Background information
- Also known as: Yves V
- Born: Yves Van Geertsom
- Origin: Antwerp, Belgium
- Genres: Electro house; progressive house; Dutch house;
- Occupations: DJ, music producer
- Labels: Spinnin' Records, Smash the House, Controversia
- Website: yves-v.com

= Yves V =

Belgian DJ and music producer

Yves Van Geertsom, known by stage name Yves V (/ˈiːv viː/) or Eefee, is a Belgian DJ and music producer.

== Career ==
Yves V has performed at festivals such as TomorrowWorld, Sensation, Mystic Valley, and Mysteryland. Yves V has also been guest DJ in clubs such as Guaba, Pacha, Anzu Club, Nikki Beach, and others.

Yves V's first hit was his remix "Insane Pressure" in 2009. He collaborated with artists in "Madagascar" with Dimitri Vegas & Like Mike & Angger Dimas, "Cloudbreaker" with Basto!, "Momentum" with Regi, "Old Skool Sound" with Chuckie and "Direct Dizko" with Sander van Doorn.

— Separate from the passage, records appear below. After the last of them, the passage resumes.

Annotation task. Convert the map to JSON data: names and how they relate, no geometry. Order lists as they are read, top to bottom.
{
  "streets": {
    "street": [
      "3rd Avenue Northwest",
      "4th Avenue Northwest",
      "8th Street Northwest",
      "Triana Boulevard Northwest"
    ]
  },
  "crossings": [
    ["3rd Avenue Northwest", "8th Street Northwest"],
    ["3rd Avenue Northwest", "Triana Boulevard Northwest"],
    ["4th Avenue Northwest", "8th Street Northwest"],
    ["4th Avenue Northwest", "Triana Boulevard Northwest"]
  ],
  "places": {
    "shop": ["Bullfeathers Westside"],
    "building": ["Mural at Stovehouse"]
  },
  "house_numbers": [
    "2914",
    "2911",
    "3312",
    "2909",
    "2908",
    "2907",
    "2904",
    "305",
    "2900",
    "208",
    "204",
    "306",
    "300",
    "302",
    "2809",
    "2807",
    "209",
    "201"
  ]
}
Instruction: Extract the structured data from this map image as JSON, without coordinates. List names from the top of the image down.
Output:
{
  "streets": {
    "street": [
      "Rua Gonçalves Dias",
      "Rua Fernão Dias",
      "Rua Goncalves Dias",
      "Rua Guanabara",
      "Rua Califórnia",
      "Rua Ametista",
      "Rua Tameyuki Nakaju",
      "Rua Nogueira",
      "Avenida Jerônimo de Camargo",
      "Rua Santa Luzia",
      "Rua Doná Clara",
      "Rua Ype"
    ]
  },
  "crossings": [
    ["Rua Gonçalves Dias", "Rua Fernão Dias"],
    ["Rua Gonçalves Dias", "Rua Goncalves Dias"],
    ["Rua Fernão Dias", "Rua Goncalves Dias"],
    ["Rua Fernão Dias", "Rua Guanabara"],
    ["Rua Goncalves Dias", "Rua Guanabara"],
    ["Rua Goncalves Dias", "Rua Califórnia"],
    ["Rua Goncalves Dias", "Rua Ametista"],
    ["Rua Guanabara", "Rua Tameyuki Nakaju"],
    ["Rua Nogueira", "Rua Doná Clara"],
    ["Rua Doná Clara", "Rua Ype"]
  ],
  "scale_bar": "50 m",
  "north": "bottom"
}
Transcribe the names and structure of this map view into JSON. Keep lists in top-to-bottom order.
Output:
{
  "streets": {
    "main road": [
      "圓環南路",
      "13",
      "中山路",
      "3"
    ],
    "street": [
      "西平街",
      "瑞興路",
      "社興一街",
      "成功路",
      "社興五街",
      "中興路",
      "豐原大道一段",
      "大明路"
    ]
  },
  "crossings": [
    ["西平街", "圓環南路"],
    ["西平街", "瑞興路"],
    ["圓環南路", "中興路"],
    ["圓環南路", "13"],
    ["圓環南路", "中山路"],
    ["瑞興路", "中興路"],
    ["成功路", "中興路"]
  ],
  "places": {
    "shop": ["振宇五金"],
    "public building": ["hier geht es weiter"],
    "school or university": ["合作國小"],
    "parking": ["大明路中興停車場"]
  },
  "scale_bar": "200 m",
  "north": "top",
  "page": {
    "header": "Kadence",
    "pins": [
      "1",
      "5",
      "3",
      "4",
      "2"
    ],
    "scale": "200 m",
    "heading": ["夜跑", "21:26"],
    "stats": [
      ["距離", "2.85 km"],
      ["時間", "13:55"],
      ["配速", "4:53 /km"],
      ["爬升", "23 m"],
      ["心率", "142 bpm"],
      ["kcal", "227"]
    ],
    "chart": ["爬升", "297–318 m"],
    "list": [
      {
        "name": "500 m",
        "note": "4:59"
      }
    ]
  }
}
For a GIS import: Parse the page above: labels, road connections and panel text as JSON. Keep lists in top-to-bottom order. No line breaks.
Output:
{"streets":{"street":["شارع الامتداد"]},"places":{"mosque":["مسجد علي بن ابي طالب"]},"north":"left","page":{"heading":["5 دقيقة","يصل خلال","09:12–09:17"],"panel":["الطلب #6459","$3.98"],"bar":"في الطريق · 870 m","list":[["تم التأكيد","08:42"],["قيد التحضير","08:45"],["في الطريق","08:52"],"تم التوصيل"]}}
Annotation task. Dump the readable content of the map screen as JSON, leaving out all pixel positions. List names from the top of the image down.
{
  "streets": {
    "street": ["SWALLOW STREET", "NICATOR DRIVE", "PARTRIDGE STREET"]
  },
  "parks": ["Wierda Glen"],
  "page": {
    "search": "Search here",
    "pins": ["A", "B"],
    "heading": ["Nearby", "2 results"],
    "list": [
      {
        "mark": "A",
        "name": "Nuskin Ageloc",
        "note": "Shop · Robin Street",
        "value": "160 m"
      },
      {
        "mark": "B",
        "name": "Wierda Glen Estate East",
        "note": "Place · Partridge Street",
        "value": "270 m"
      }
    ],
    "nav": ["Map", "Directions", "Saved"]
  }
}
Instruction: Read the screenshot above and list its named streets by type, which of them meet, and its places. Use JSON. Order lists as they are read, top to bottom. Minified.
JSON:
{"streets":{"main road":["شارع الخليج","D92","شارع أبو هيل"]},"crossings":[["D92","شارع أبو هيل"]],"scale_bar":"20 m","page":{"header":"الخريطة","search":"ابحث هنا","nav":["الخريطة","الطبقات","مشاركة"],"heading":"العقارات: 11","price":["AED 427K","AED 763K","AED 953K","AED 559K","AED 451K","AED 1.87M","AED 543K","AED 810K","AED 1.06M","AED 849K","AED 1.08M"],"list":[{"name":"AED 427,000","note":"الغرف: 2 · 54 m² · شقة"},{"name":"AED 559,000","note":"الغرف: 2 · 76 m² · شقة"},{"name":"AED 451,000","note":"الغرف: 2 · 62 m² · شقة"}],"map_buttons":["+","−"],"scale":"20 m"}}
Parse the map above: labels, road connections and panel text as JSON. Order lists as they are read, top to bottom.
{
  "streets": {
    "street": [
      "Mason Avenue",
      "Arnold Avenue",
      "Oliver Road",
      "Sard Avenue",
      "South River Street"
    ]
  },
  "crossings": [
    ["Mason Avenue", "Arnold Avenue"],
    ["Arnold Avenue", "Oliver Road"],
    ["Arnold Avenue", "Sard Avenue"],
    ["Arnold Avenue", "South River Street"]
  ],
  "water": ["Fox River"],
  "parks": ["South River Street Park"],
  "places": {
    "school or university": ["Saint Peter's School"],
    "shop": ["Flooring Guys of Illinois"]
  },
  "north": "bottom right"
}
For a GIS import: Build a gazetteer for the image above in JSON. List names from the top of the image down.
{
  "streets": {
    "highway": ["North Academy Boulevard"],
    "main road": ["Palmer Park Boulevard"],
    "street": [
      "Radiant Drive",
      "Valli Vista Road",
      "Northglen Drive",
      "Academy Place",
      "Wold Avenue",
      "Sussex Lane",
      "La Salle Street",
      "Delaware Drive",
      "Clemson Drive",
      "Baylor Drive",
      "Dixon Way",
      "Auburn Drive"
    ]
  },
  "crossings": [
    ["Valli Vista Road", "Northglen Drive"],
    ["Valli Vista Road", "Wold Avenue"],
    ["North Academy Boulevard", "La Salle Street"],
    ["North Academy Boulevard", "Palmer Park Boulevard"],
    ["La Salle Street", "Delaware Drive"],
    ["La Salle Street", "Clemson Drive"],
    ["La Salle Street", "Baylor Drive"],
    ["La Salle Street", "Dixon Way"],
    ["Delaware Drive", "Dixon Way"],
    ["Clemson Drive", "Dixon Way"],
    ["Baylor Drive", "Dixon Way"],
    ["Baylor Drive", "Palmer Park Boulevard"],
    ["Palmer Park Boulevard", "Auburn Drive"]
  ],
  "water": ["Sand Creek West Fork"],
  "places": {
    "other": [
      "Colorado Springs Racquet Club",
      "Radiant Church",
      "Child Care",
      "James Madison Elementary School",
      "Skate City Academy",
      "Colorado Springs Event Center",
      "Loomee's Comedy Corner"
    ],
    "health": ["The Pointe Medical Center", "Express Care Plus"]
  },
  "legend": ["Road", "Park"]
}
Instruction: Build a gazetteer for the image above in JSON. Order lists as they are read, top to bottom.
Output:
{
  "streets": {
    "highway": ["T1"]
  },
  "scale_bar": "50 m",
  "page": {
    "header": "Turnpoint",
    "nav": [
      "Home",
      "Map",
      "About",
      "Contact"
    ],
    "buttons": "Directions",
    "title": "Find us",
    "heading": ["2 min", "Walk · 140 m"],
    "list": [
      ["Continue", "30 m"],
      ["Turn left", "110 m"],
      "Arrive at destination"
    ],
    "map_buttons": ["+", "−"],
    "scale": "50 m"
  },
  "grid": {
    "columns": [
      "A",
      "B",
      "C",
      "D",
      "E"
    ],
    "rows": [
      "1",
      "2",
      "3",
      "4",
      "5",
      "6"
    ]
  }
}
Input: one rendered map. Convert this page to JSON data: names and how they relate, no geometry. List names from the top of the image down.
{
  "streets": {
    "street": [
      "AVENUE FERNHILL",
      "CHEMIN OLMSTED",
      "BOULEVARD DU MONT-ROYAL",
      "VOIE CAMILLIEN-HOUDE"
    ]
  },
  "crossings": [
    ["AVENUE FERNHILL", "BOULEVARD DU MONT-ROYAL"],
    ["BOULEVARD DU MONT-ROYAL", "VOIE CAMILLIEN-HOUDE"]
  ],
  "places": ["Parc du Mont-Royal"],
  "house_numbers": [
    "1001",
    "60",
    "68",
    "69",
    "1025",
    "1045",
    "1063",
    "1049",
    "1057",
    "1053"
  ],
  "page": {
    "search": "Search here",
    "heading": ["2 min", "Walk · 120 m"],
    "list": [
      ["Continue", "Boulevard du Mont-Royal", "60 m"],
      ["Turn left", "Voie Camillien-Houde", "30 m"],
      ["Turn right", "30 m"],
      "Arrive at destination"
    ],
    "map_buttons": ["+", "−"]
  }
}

Together with the Belgian-Greek DJ-duo Dimitri Vegas & Like Mike, Yves-V is a resident DJ at the Belgian festival Tomorrowland, where he has performed 8 times at its mainstage. Yves V is also official resident DJ at TomorrowWorld in Atlanta (United States) and Itu (Brasil). He also collaborated in the making of the official Tomorrowland CD. Since 2012, Yves V hosts his V-Sessions stage at Tomorrowland.

In summer 2014, "Wait Till Tomorrow" with Regi featuring Mitch Crown became a hit. Yves V released his newest single "Octagon" on record label Smash The House in Autumn 2015.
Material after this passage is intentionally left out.